▸ What needs to be done: Which lines in the records below mention the word "main"? Copy each one out.

▸ Material for this task:
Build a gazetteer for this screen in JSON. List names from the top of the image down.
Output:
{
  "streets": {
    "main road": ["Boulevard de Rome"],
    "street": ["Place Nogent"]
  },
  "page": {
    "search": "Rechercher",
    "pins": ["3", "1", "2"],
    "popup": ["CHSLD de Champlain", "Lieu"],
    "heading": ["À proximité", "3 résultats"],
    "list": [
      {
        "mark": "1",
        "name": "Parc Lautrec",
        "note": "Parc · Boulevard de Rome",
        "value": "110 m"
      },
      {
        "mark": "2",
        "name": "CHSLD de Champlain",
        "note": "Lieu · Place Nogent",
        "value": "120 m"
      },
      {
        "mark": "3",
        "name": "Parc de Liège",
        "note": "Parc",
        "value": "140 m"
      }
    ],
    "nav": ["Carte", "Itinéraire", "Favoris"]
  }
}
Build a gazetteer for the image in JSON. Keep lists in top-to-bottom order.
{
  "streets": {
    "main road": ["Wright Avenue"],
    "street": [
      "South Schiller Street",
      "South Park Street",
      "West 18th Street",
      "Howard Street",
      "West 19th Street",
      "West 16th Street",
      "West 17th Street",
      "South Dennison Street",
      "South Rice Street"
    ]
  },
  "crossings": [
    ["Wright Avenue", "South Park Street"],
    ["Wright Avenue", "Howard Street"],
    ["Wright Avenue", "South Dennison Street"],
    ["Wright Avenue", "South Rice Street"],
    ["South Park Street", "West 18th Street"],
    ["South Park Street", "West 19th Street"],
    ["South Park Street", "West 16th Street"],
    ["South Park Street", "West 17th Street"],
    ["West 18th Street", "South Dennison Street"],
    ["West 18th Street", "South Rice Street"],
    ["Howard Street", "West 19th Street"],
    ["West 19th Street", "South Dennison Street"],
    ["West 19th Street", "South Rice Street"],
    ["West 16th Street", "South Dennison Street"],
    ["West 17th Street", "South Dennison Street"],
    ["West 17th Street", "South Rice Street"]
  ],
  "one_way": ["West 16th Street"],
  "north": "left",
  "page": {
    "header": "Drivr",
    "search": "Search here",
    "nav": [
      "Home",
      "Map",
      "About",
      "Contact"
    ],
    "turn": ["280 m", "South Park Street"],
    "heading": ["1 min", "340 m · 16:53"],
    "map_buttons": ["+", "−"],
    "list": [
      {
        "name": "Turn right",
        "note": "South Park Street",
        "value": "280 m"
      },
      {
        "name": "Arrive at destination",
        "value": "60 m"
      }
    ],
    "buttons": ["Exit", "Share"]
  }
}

▸ Response area:
    "main road": ["Boulevard de Rome"],
    "main road": ["Wright Avenue"],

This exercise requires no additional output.